Matching coefficients, we find that for $n > 1$,

\[\sum_{j=0}^n b(j)p(n-j) = 0.\]

Since $b(0) = 1$, we can rewrite this as a simple, beautiful recurrence:

\[p(n) = -\sum_{j=1}^n b(j)p(n-j) = -\sum_{k = -\infty}^\infty (-1)^{P_k}p(n - P_k)\]

or even more explicitly

\[p(n) = p(n-1) + p(n - 2) - p(n - 5) - p(n - 7) \pm \cdots\]

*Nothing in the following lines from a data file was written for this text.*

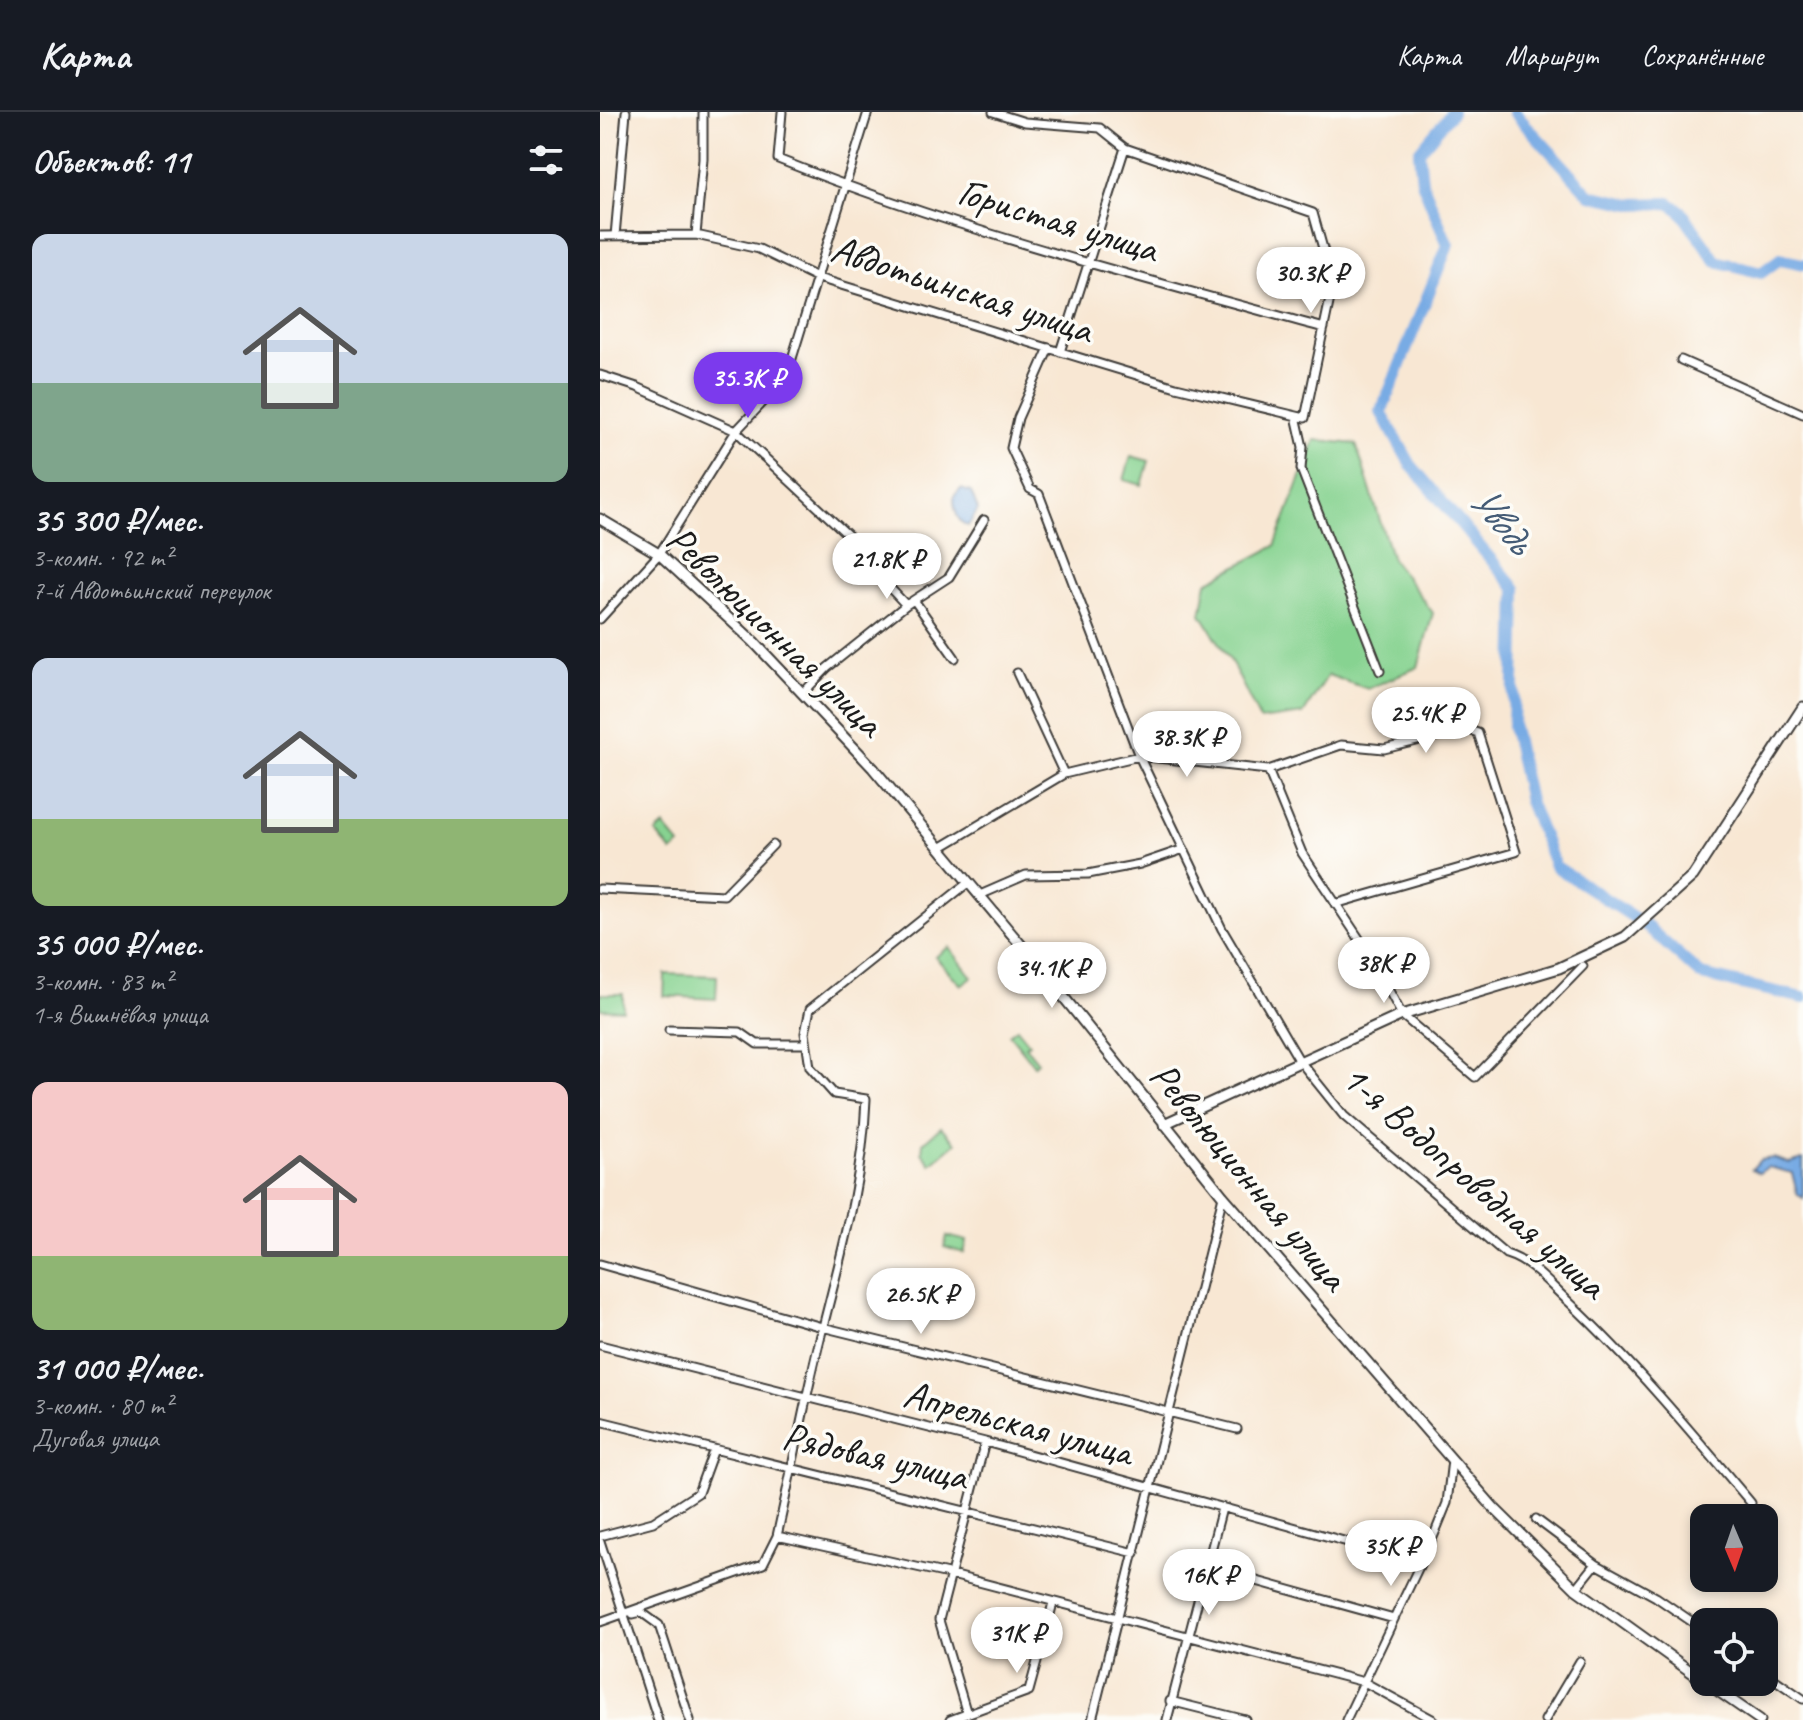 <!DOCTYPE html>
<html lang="ru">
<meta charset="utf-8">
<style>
:root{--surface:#171b24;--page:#242831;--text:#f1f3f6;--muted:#9ea1a6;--line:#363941;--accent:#7c3aed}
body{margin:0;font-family:Caveat,sans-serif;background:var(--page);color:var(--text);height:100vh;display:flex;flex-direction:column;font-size:30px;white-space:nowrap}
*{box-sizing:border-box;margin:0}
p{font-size:26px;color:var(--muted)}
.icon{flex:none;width:44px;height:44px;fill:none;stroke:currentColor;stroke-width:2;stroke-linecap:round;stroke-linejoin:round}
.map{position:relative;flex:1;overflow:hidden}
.details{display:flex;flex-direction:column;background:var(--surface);width:600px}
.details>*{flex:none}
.needle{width:52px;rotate:178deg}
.fabs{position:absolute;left:1090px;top:1392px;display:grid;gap:16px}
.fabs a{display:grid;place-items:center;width:88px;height:88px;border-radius:16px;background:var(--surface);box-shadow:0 4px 12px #0003;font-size:40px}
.price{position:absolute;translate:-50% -68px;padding:0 18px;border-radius:28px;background:#fff;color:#222;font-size:26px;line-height:52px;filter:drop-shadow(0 2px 4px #0008)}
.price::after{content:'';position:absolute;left:50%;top:48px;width:24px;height:18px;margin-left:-12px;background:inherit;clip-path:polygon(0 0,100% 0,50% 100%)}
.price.on{background:var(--accent);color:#fff}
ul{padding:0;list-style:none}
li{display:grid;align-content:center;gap:16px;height:424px;padding:0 32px}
li span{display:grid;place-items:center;height:248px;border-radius:16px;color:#555}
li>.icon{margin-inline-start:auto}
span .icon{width:144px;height:144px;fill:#fffc;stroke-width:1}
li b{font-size:34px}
h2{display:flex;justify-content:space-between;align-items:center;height:96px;padding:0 32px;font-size:34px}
header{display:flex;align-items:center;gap:48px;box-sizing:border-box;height:112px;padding:0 40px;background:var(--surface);border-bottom:2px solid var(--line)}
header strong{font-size:38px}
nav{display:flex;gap:44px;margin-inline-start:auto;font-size:28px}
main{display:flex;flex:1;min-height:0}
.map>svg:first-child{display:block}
.green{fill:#87d391;stroke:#527856;stroke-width:2}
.water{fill:#78abe4;stroke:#4a6480;stroke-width:2}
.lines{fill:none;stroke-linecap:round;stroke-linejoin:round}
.river{stroke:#78abe4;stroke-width:12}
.minor-casing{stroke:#3d3a37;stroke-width:11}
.major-casing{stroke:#3d3a37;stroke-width:13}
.minor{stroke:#fff;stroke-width:7}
.major{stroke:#fff;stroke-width:9}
.labels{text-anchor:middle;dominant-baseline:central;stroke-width:7;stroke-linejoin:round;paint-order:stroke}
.street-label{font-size:40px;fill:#1c1c1c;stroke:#fdfcf7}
.water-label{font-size:42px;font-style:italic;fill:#455c76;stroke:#fdfcf7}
</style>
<header>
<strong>Карта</strong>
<nav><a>Карта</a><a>Маршрут</a><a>Сохранённые</a></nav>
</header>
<main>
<section class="details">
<h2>Объектов: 11<svg class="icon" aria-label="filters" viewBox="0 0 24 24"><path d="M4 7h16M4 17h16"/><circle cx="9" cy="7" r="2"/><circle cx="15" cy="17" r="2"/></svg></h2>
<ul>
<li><span style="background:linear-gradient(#c9d6e8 60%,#7fa58c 0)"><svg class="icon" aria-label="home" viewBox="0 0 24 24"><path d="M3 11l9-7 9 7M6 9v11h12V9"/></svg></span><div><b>35 300 ₽/мес.</b><p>3-комн. · 92 m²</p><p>7-й Авдотьинский переулок</p></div></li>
<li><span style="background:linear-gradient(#c9d6e8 65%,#8fb573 0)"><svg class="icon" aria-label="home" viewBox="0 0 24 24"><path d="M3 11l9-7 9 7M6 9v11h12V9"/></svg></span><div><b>35 000 ₽/мес.</b><p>3-комн. · 83 m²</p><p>1-я Вишнёвая улица</p></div></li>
<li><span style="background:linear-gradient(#f6c9c9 70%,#8fb573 0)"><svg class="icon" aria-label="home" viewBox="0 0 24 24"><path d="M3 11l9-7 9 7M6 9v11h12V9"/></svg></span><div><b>31 000 ₽/мес.</b><p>3-комн. · 80 m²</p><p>Дуговая улица</p></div></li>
</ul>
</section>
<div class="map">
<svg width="1203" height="1608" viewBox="0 0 1203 1608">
<rect width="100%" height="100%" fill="#fdfcf7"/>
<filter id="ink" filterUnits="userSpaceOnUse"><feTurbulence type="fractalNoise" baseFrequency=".0125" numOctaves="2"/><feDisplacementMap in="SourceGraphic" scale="16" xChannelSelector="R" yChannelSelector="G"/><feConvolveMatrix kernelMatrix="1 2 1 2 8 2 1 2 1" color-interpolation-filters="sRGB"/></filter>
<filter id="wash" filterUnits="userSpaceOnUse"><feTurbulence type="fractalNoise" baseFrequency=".006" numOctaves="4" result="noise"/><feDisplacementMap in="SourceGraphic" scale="32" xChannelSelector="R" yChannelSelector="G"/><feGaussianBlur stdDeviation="1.8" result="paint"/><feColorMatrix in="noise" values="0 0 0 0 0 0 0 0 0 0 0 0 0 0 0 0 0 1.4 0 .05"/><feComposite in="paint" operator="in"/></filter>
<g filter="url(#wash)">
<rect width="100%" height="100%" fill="#f8e7d3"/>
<path class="green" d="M715 328 756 332 792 447 833 501 818 555 768 577 728 563 703 602 660 608 632 551 601 502 607 470 675 434Z
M531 344 549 349 542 373 524 368Z
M64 714 80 733 72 740 56 721Z
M349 835 372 865 361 873 335 845Z
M65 862 117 864 116 887 64 884Z
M0 882H23V898L0 897Z
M417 916 429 931 425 934 438 950 434 953 409 922Z
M341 1015 356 1031 331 1052 322 1041 323 1031Z
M347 1124 367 1129 364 1141 344 1135Z"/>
<path class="water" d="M361 377 371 380 378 398 368 414C356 410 354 395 354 384Z
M1173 1046 1189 1051 1203 1047V1086L1197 1081 1192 1061 1168 1055 1159 1061 1152 1057 1160 1048Z"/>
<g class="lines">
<path class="river" d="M852 0 819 40 822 70 848 133 781 300 811 353 916 477 913 615 929 689 955 754 1044 812 1101 863 1203 886
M914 0 990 83 1030 92 1069 91 1081 99 1116 149 1161 161 1180 147 1203 152"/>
</g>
</g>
<g filter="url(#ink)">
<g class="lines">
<g class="minor-casing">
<path id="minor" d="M182 0 178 47C355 118 541 166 724 216
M96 123 103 47V0
M0 124 96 123 159 137 218 166 576 275 705 306 733 172 713 101 525 36 500 16 425 10 393 0
M15 124 26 0
M449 236 418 306 411 336 430 377 439 382 539 644 622 817 699 948 744 1004 906 1142C932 1150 949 1172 969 1190 1035 1252 1093 1322 1151 1391
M460 240 525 36
M1081 248 1203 302
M0 263 37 275 136 319 250 425 258 442 306 493
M696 304 703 335 701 357 780 559
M314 488 355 546
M0 507 59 442 136 319 186 266 268 0
M417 561 464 662
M203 581 227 556 306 493 349 465 384 408
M668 658 702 741 770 843 802 903 875 965 983 854
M340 736 464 662 539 644 668 658 741 633 784 637 866 617 878 621 916 740 735 792
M0 777 124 783 173 733
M380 783 426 763 488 762 540 752 584 737
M69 918 140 920 157 932H205
M0 1152 222 1215 637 1317
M0 1233 385 1330 820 1450
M0 1309 535 1441
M936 1407 996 1452 1056 1485 1104 1518
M0 1424 53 1410 98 1381 114 1337
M177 1424 348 1462 764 1570 834 1608
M0 1429 58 1608
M606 1455 794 1507
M976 1477 996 1452
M33 1502 41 1500 59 1513 90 1608
M0 1510 163 1452 177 1424C193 1354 205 1284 223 1215 242 1139 263 1066 266 987L234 982 210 955 205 921 210 897 369 770
M1164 1560 1203 1587
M570 1589 646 1608
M367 1602 339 1508 385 1330
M350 1608 429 1579 453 1491
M492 1608 623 1084
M567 1608 622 1396
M746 1608 834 1423 847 1391 852 1348
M945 1608 980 1549"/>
</g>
<g class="major-casing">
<path id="major" d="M0 407 59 442 153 529 273 656 446 863 623 1084 893 1395 976 1477 1104 1569
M564 1012 802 903 959 856 1025 825 1093 764 1203 595
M1105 1570 1160 1608"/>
</g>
<use href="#minor" class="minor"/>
<use href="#major" class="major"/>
</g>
</g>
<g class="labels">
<g class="street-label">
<text transform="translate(458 108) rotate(17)">Гористая улица</text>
<text transform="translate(362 177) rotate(18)">Авдотьинская улица</text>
<text transform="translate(175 519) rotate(44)">Революционная улица</text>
<text transform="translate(649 1064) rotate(50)">Революционная улица</text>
<text transform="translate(874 1069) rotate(41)">1-я Водопроводная улица</text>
<text transform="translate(418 1311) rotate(15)">Апрельская улица</text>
<text transform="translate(275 1344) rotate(13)">Рядовая улица</text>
</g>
<g class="water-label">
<text transform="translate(901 407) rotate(50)">Уводь</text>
</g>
</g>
</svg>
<div class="fabs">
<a><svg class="needle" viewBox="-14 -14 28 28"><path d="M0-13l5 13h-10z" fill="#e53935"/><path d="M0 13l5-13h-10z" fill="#9ea1a6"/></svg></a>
<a><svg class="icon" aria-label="locate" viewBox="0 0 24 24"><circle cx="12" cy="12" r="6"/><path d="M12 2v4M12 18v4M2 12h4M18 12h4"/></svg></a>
</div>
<b class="price" style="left:711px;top:203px">30.3K ₽</b>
<b class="price on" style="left:148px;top:308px">35.3K ₽</b>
<b class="price" style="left:287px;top:489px">21.8K ₽</b>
<b class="price" style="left:826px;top:643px">25.4K ₽</b>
<b class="price" style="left:587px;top:667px">38.3K ₽</b>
<b class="price" style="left:784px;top:893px">38K ₽</b>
<b class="price" style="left:452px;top:898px">34.1K ₽</b>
<b class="price" style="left:321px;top:1224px">26.5K ₽</b>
<b class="price" style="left:791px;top:1476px">35K ₽</b>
<b class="price" style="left:609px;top:1505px">16K ₽</b>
<b class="price" style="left:417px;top:1563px">31K ₽</b>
</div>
</main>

The ellipses terminate, since by definition $p(k) = 0$ for $k < 0$ and there are only a finite number of pentagonal numbers less than $n$. And there you have it! Another stunning result courtesy of Euler.

References

• Number Theory (1971), George Andrews.
• “On Euler’s Pentagonal Theorem”, Mathpages.